Stephen Greif obituary

The Crown and Blake’s 7 actor who performed with the Royal Shakespeare Company and the National Theatre

The character actor Stephen Greif, who has died aged 78, performed with the Royal Shakespeare Company and at the National Theatre during Laurence Olivier’s time as artistic director before carving out a television career, best remembered for playing the villain of the piece in the cult sci-fi series Blake’s 7 and the sitcom Citizen Smith.

In Blake’s 7, he played Travis, the evil Terran Federation’s ruthless one-eyed space commander hunting down the resistance group on Earth led by Roj Blake (played by Gareth Thomas). As well as wearing black leather, Travis was distinctive for his eyepatch and prosthetic arm with a built-in Lazeron destroyer – the result of wounds sustained in a previous encounter with his nemesis.

The character was psychotic in his obsession to capture Blake. “He liked killing, he liked orders, and the more killing that the orders involved, the better,” Greif said in a 2008 interview with the Den of Geek website.

Stephen Greif as Scott Ginsburg, with Jerry Hall, during rehearsals for Benchmark at the New End theatre in Hampstead, London, 2002.
Stephen Greif as Scott Ginsburg, with Jerry Hall, during rehearsals for Benchmark at the New End theatre in Hampstead, London, 2002. Photograph: PA/Alamy

Blake’s 7 was devised by Terry Nation, previously the creator of the Daleks in Doctor Who, and Greif became a favourite on the fan convention circuit, despite leaving after the first series, in 1978, having suffered an achilles tendon injury from playing squash, and tiring of his character’s repetitive storylines. He said he was finding them “boring” and Travis “two-dimensional”, so recommended Brian Croucher to take over the part, and the programme continued for another three series until 1981. Ironically, Travis’s storylines became more varied and exciting.

Greif (pronounced as in “strife”) appeared in Blake’s 7 during the middle of his run in the first three series (1977-79) of Citizen Smith as Harry Fenning, the local gangster who runs the Vigilante pub. The comedy, written by a pre-Only Fools and Horses John Sullivan, starred Robert Lindsay as the “urban guerrilla” Wolfie Smith, styling himself on Che Guevara and leading the Tooting Popular Front, in reality a small group of inept, commitment-shy friends in south London. Wolfie was called “Trotsky” by Harry, the Mr Big whose watering hole they frequented and to whom he frequently owed money.
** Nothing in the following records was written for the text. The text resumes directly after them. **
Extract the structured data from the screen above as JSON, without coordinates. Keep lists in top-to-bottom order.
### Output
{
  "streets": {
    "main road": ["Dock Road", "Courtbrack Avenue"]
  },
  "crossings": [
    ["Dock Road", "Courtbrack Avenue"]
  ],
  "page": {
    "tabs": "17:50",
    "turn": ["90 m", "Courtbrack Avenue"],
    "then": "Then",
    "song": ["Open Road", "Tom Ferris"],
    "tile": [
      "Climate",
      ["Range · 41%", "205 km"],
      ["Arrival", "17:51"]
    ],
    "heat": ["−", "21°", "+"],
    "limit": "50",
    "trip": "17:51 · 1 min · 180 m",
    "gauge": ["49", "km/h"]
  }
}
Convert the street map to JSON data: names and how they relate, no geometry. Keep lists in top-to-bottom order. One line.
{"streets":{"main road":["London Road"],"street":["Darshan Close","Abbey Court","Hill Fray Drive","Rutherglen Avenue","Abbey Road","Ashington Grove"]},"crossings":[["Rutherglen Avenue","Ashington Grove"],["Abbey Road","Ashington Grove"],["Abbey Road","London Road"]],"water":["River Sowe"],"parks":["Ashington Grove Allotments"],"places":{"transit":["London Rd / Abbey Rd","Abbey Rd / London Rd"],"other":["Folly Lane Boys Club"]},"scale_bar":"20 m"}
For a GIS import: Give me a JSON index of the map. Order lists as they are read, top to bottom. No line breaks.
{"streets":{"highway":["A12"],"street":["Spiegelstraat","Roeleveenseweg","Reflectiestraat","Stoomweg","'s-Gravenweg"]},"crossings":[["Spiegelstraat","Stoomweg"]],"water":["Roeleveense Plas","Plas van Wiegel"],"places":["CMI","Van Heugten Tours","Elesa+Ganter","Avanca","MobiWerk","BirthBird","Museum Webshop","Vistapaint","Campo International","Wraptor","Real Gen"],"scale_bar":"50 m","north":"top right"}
For the next 40 years, the actor took dozens of mostly one-off character roles on television – and in the occasional film – showing his range by switching between crooks, doctors, detectives and lawyers. He was last seen on TV in the 2020 series of The Crown playing the House of Commons speaker Sir Bernard Weatherill, granting Geoffrey Howe (Paul Jesson) leave to address fellow MPs with his resignation speech, a withering – and ultimately fatal – attack on Margaret Thatcher (Gillian Anderson).

Stephen Greif as Donata, with Natalie Dormer, in the 2005 film Casanova.
Stephen Greif as Donata, with Natalie Dormer, in the 2005 film Casanova. Photograph: TCD/Alamy

Stephen was born in Sawbridgeworth, Hertfordshire, to Pauline (nee Rubinstein), of Polish and Russian heritage, and Franz (known as “Ferry”) Greif, a business entrepreneur who was born in Vienna to a Polish father and Hungarian mother, and lived in Britain from 1935.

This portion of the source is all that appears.